The weekend was wet and unseasonably chilly, but the underlying scent of spring brought the promise of gleaming sun and warm breezes. Cherry Blossoms and Flowering Dogwoods contrasted the grey morning sky.
It was our last pastry class and the practical exam led us to the final module in the program. We pressed cool butter with our fingers into a bowl full of flour and rolled a wooden pin across the flaky cream colored dough. We tempered eggs with hot milk to make a custard and artfully placed a rainbow of fruit on our tarts in repetitive circular patterns. I attained a perfect grade on my glistening dessert. A glint of light and a current of air flowed around me.

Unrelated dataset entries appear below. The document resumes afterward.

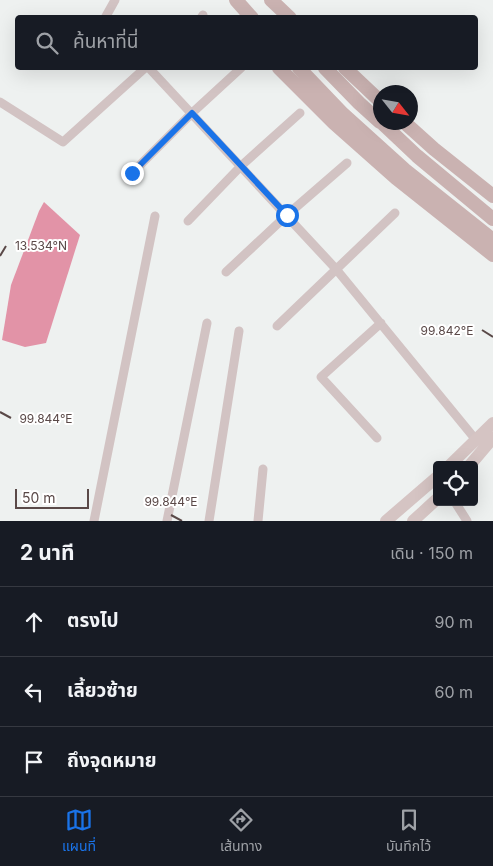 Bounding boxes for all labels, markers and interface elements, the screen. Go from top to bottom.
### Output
search box [15,15,478,70]
icon: search [33,29,61,57]
text: ค้นหาที่นี่ [73,30,138,53]
north arrow [373,85,418,130]
route end [121,162,144,185]
route start [276,204,299,227]
text: 13.534°N [15,238,67,253]
text: 99.842°E [421,323,473,338]
text: 99.844°E [19,411,73,426]
map controls [433,461,478,506]
button: locate [433,461,478,506]
scale bar [15,486,89,509]
text: 50 m [22,489,56,506]
text: 99.844°E [144,494,198,509]
text: 2 นาที [20,540,74,565]
text: เดิน · 150 m [390,543,473,563]
icon: ahead [20,608,48,636]
text: ตรงไป [67,609,119,632]
text: 90 m [434,612,473,632]
icon: left [20,678,48,706]
text: เลี้ยวซ้าย [67,679,138,702]
text: 60 m [434,682,473,702]
icon: arrive [20,748,48,776]
text: ถึงจุดหมาย [67,749,157,772]
tab: แผนที่ [62,806,96,857]
tab: เส้นทาง [220,806,262,857]
tab: บันทึกไว้ [386,806,431,857] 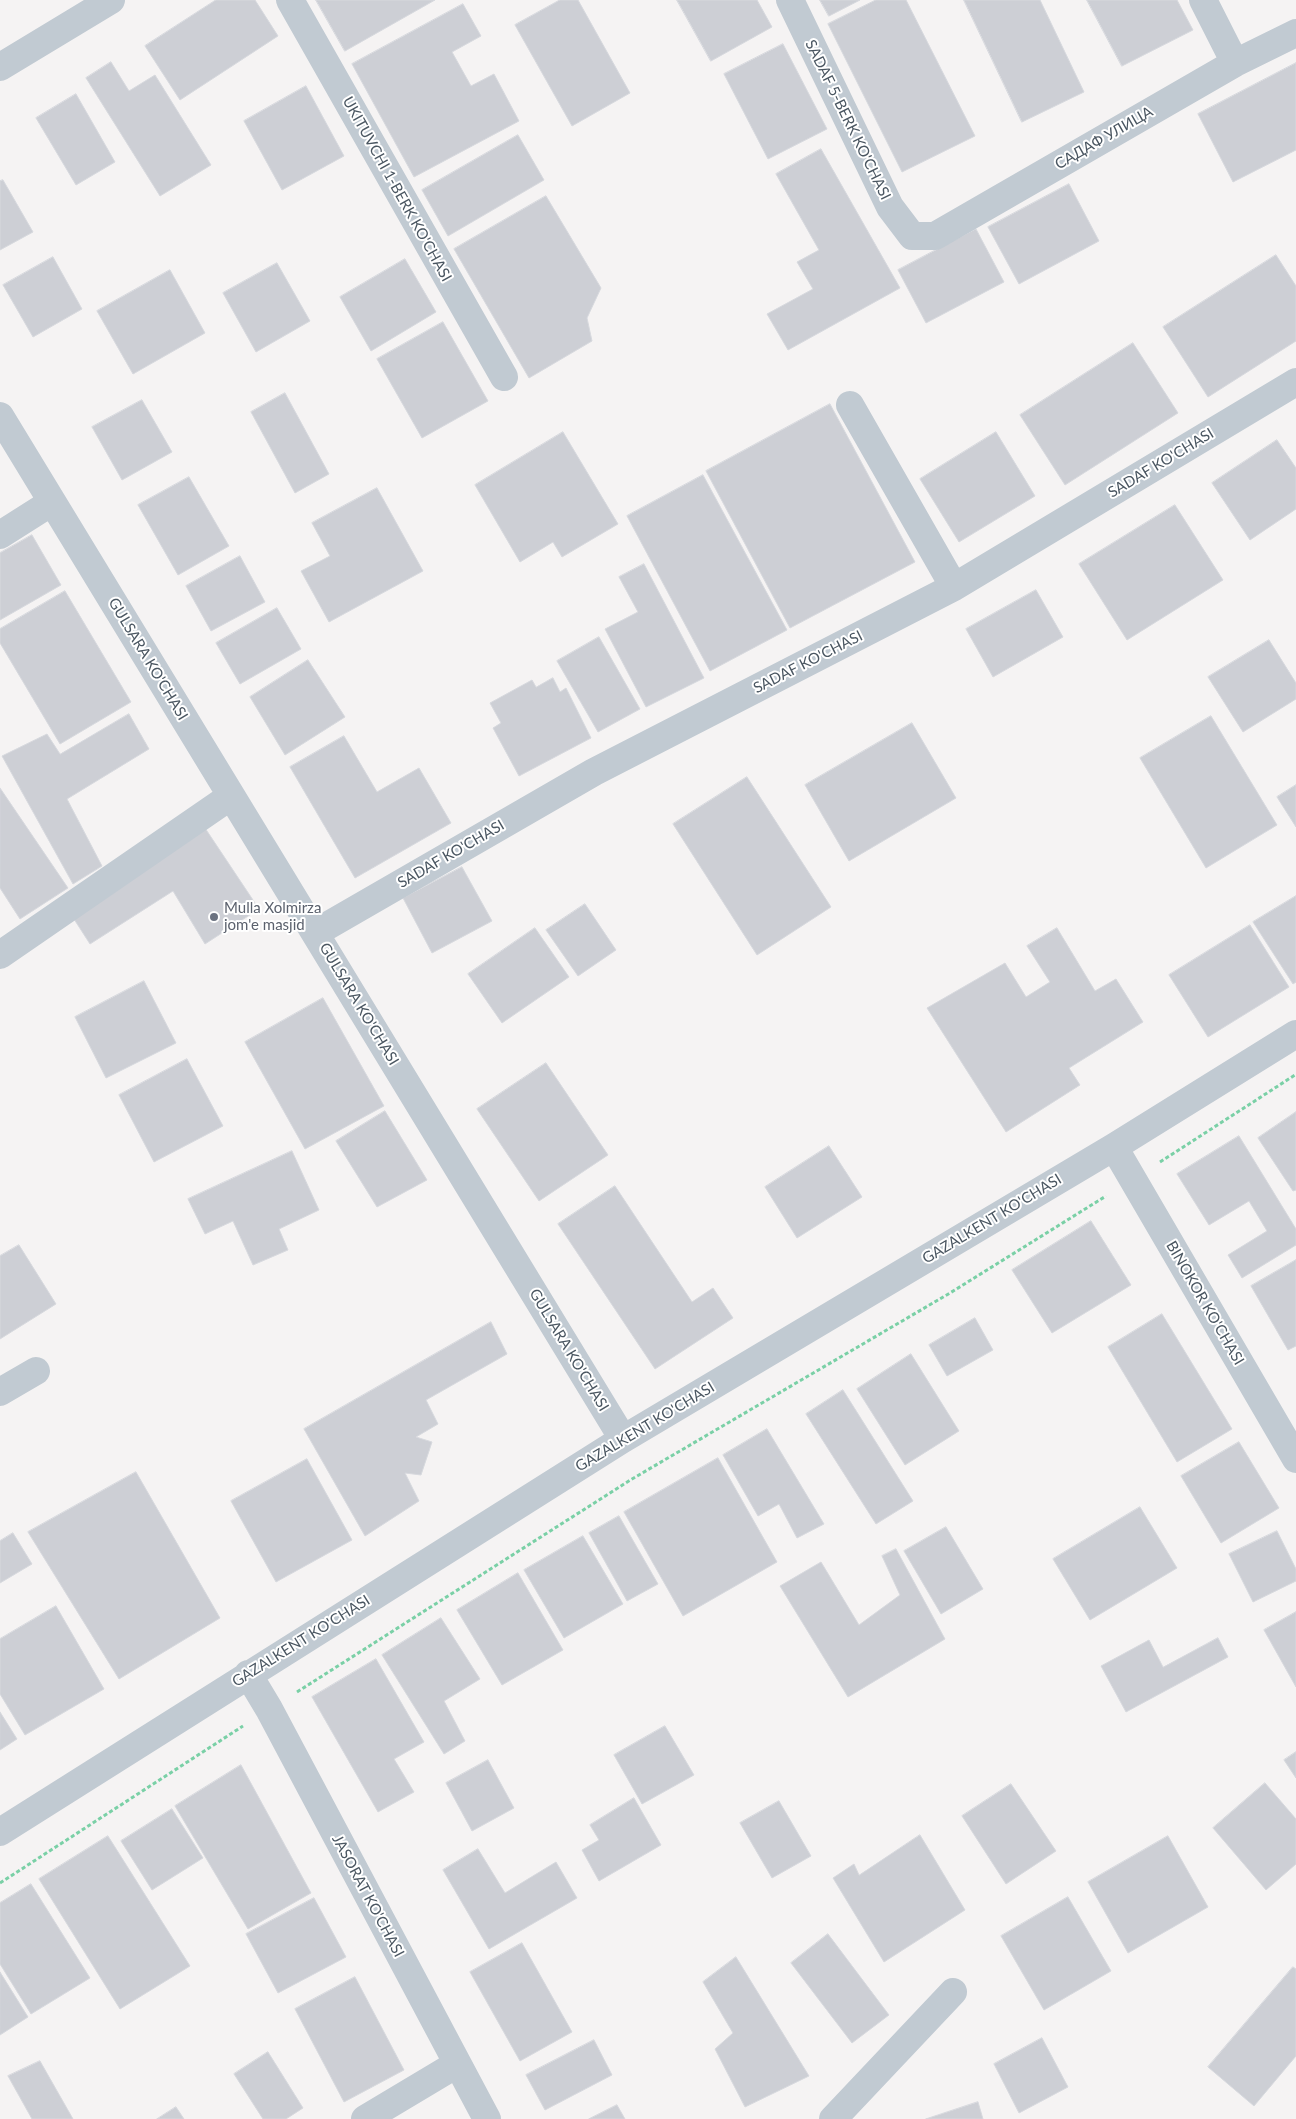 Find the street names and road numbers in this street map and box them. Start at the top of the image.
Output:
street label: SADAF 5-BERK KO'CHASI [801,37,895,203]
street label: UKITUVCHI 1-BERK KO'CHASI [339,93,455,285]
street label: САДАФ УЛИЦА [1052,103,1156,173]
street label: SADAF KO'CHASI [1105,424,1217,502]
street label: GULSARA KO'CHASI [104,595,192,723]
street label: SADAF KO'CHASI [750,627,866,697]
street label: SADAF KO'CHASI [395,816,507,892]
street label: GULSARA KO'CHASI [315,940,403,1068]
street label: GAZALKENT KO'CHASI [919,1170,1065,1268]
street label: BINOKOR KO'CHASI [1162,1238,1248,1368]
street label: GULSARA KO'CHASI [525,1286,613,1414]
street label: GAZALKENT KO'CHASI [572,1378,718,1476]
street label: GAZALKENT KO'CHASI [229,1591,373,1691]
street label: JASORAT KO'CHASI [328,1832,408,1960] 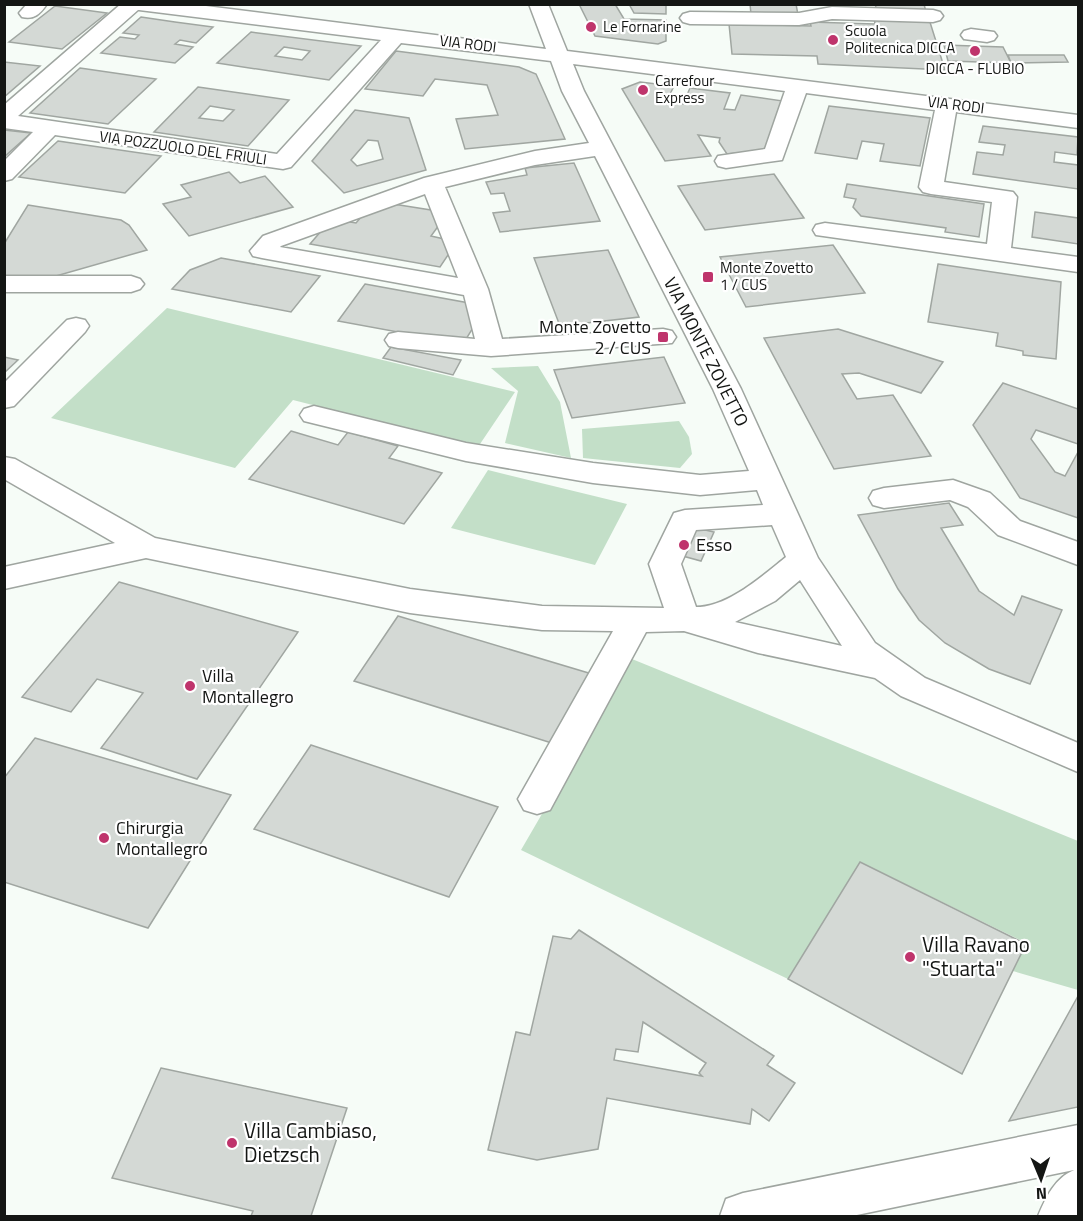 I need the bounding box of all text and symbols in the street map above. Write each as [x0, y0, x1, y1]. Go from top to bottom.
place label: Le Fornarine [603, 15, 681, 38]
place label: Scuola Politecnica DICCA [845, 19, 955, 59]
marker: Le Fornarine [584, 20, 598, 34]
street label: VIA RODI [438, 29, 498, 58]
marker: Scuola Politecnica DICCA [826, 33, 840, 47]
marker: DICCA - FLUBIO [968, 44, 982, 58]
place label: DICCA - FLUBIO [925, 57, 1025, 80]
place label: Carrefour Express [655, 69, 714, 109]
marker: Carrefour Express [636, 83, 650, 97]
street label: VIA RODI [926, 90, 986, 119]
street label: VIA POZZUOLO DEL FRIULI [98, 124, 268, 171]
place label: Monte Zovetto 1 / CUS [720, 256, 813, 296]
marker: Monte Zovetto 1 / CUS [701, 270, 715, 284]
street label: VIA MONTE ZOVETTO [657, 272, 756, 431]
place label: Monte Zovetto 2 / CUS [539, 313, 651, 361]
marker: Monte Zovetto 2 / CUS [656, 330, 670, 344]
place label: Esso [696, 531, 732, 558]
marker: Esso [677, 538, 691, 552]
place label: Villa Montallegro [202, 662, 294, 710]
marker: Villa Montallegro [183, 679, 197, 693]
place label: Chirurgia Montallegro [116, 814, 208, 862]
marker: Chirurgia Montallegro [97, 831, 111, 845]
place label: Villa Ravano "Stuarta" [922, 928, 1030, 984]
marker: Villa Ravano "Stuarta" [903, 950, 917, 964]
place label: Villa Cambiaso, Dietzsch [244, 1114, 377, 1170]
marker: Villa Cambiaso, Dietzsch [225, 1136, 239, 1150]
north arrow [1011, 1149, 1071, 1209]
text: N [1036, 1182, 1047, 1206] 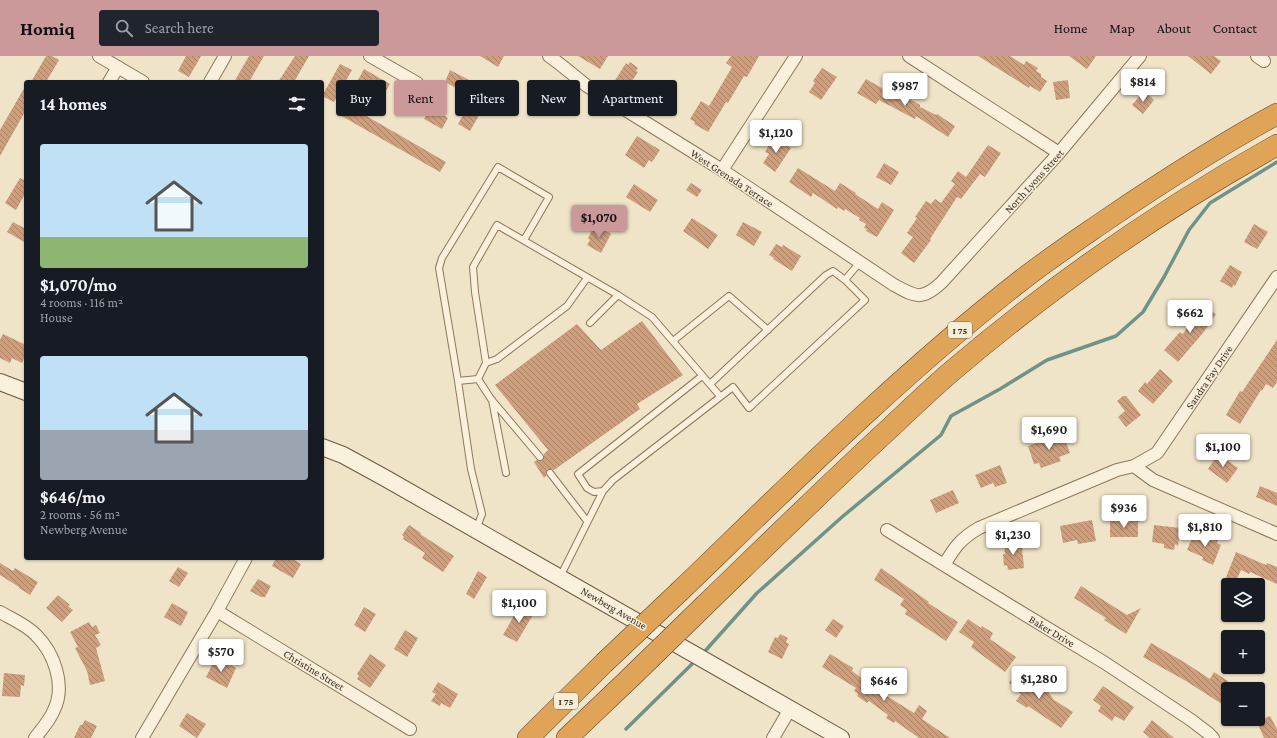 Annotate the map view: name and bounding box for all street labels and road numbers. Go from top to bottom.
street label: North Lyons Street [1002,146,1067,216]
street label: West Grenada Terrace [688,147,776,209]
road number: I 75 [948,322,972,338]
street label: Sandra Fay Drive [1183,343,1236,412]
street label: Newberg Avenue [578,584,649,633]
street label: Baker Drive [1027,613,1077,649]
street label: Christine Street [282,647,347,693]
road number: I 75 [554,693,578,709]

Last week I had come to New York not for school but to be by the side of friends that had lost their son. I could feel the sadness they carried, organic and wild. Before I headed back to Richmond, my sister and I stopped at the cemetery to adorn the grounds holding the memory of our family with spring flowers. Their names clustered together with dates closely aligned swelled my throat and for a moment I couldn’t breathe.
Once my classroom studies are done, these structured experiences will no longer guide the way. It is like a sheet that reads, “This page is intentionally left blank.” Those to whom I might normally turn for guidance are gone, so I listen for the sound of the swishing branches amid the rain’s steady tapping.